What needs to be done =
Which lines in the material below contain the word "stream"? Copy each of them.

Data provided =

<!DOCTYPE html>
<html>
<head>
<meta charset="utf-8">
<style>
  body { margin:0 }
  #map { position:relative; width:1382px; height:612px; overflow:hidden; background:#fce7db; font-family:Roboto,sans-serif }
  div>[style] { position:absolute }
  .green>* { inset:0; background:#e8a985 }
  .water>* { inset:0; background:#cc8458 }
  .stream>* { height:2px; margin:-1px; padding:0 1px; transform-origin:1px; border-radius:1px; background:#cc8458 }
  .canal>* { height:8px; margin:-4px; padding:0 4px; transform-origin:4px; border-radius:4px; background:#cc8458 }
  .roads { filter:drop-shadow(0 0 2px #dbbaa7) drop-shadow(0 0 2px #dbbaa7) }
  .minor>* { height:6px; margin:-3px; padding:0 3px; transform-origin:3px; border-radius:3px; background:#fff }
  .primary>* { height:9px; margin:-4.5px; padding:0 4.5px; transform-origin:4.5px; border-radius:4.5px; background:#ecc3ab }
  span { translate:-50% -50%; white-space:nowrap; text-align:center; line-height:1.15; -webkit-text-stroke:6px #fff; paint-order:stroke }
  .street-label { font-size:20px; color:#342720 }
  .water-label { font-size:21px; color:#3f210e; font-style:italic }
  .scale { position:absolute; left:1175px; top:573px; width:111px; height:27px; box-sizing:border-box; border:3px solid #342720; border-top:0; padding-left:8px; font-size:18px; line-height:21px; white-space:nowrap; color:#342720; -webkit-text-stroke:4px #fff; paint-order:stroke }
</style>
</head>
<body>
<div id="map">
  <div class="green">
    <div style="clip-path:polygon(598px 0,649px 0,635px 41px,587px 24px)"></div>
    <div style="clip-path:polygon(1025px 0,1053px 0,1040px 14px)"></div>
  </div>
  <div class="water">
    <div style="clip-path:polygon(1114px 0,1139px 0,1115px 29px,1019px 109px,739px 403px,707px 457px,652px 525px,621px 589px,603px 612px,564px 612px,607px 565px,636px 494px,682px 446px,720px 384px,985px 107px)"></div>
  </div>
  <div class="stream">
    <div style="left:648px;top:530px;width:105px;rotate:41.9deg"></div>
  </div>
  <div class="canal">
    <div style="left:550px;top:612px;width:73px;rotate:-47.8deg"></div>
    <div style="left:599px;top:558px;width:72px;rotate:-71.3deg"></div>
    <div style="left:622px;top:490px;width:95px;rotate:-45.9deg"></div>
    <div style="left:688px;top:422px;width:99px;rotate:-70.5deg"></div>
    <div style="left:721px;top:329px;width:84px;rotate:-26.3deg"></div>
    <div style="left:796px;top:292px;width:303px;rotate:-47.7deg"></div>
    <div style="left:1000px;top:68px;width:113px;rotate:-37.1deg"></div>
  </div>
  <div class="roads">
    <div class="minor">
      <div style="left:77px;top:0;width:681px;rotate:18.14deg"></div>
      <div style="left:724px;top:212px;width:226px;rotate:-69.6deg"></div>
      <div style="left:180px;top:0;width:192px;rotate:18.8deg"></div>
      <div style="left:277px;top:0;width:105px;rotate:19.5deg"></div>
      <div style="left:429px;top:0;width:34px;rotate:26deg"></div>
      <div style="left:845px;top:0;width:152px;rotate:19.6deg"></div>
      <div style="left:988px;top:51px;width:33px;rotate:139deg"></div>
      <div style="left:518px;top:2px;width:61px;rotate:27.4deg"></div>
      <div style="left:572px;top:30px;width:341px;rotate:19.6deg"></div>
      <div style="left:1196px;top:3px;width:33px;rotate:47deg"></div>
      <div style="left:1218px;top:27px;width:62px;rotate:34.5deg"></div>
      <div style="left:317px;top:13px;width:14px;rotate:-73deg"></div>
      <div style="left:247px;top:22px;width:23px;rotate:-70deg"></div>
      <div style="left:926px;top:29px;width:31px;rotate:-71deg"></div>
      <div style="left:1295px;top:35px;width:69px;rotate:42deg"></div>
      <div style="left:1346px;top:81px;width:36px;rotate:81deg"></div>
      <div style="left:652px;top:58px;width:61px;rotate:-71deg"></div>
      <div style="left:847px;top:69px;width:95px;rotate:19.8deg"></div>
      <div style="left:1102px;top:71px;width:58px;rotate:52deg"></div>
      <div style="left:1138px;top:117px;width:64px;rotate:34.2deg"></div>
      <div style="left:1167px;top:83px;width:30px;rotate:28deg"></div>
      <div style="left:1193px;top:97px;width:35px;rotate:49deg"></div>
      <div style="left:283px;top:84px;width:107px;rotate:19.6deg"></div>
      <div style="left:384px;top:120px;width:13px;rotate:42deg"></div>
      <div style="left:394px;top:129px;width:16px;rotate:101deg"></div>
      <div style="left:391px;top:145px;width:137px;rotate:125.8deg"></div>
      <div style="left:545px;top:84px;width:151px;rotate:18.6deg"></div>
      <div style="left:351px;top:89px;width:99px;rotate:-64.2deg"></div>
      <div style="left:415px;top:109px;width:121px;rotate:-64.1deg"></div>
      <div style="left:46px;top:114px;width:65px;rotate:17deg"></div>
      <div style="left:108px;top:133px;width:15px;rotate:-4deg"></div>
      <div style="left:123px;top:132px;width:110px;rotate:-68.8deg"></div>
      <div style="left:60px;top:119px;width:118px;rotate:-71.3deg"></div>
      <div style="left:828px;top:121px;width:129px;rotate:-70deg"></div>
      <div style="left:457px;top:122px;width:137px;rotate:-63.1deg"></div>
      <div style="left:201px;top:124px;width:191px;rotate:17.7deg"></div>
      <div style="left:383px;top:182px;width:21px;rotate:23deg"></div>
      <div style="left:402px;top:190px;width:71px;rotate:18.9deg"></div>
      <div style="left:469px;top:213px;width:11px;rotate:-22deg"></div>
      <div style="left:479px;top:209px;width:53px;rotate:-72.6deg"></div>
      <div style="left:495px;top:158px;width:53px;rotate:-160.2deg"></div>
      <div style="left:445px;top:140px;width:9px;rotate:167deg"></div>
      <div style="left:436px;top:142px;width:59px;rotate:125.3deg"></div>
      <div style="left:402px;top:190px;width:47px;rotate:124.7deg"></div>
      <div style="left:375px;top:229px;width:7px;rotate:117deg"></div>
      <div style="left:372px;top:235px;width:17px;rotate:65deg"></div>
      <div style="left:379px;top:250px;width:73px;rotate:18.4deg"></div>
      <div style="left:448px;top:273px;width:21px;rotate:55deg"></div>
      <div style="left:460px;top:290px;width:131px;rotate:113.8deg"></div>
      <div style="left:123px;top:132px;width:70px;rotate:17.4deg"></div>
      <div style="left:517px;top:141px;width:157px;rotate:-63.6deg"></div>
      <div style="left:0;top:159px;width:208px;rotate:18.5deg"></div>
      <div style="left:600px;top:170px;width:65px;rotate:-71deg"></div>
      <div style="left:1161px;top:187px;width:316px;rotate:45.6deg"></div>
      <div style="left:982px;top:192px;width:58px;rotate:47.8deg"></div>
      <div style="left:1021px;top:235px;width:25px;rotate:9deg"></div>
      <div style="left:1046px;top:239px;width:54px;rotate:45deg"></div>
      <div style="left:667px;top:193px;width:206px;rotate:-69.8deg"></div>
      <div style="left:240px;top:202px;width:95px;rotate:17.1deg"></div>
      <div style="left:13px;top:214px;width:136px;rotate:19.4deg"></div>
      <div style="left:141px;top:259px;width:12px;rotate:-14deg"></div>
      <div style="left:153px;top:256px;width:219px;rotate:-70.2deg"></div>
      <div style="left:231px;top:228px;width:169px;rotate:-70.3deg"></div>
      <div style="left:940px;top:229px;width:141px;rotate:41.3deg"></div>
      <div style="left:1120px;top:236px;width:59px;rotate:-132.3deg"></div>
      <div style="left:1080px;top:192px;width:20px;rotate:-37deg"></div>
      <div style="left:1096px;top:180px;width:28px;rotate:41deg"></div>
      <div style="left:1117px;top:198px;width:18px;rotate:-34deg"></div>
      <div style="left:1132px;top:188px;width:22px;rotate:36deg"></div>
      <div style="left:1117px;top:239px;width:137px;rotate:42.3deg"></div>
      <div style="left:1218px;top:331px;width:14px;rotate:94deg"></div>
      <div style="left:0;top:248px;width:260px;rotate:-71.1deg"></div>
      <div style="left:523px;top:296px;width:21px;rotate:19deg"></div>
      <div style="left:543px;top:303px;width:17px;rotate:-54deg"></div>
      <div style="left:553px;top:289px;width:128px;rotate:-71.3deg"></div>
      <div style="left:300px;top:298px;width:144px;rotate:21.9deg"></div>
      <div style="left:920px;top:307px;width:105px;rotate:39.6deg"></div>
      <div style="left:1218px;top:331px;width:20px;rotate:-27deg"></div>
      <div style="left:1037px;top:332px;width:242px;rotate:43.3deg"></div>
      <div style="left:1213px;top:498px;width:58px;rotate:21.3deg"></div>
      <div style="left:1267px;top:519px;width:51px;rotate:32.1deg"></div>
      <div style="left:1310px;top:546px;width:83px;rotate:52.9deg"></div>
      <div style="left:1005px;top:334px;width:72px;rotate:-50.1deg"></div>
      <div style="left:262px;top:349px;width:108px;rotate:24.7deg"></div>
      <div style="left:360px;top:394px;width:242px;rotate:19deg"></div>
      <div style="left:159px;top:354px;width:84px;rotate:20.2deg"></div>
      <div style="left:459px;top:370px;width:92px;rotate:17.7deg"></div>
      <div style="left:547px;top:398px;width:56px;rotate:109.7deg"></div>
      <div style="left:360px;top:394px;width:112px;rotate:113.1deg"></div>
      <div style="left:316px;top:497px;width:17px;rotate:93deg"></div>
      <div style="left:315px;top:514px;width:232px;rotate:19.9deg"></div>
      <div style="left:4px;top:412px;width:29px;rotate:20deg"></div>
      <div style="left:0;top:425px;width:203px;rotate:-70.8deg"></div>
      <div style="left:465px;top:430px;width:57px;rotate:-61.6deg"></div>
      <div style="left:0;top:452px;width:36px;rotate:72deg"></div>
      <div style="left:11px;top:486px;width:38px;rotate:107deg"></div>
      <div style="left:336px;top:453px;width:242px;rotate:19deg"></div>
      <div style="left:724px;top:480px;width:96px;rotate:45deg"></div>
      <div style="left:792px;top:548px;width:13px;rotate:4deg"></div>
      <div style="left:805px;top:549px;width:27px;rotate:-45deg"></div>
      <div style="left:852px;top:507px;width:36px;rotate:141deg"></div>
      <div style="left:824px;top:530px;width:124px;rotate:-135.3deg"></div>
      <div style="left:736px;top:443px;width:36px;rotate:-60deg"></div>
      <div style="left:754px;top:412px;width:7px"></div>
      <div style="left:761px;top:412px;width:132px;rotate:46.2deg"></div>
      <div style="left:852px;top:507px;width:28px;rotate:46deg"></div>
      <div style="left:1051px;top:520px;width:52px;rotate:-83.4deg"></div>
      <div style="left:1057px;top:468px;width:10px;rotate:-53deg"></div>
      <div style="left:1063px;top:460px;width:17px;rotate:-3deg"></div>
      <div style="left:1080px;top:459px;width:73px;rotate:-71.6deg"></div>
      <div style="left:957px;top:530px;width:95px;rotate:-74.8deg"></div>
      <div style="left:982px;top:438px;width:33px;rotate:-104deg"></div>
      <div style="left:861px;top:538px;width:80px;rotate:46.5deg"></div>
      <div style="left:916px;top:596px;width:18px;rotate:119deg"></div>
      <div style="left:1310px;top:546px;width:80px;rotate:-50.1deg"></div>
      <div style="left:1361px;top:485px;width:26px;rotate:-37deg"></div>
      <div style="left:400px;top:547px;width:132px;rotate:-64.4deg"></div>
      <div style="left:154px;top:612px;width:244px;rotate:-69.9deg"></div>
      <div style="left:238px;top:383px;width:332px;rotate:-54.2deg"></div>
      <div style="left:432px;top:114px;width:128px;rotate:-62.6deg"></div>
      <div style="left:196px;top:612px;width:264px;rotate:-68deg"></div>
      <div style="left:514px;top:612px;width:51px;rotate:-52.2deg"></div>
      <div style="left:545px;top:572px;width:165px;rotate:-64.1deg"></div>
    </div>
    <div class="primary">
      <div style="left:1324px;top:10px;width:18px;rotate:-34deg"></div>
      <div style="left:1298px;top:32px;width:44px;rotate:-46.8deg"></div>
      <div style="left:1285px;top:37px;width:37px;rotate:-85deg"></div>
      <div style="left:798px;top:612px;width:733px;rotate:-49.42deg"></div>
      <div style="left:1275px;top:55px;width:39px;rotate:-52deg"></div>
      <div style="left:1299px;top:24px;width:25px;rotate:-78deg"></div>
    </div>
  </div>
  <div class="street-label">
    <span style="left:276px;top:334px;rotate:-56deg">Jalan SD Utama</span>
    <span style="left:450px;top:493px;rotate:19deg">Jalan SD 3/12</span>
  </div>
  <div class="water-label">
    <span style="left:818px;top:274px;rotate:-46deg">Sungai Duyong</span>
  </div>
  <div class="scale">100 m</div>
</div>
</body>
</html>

Task output =
  .stream>* { height:2px; margin:-1px; padding:0 1px; transform-origin:1px; border-radius:1px; background:#cc8458 }
  <div class="stream">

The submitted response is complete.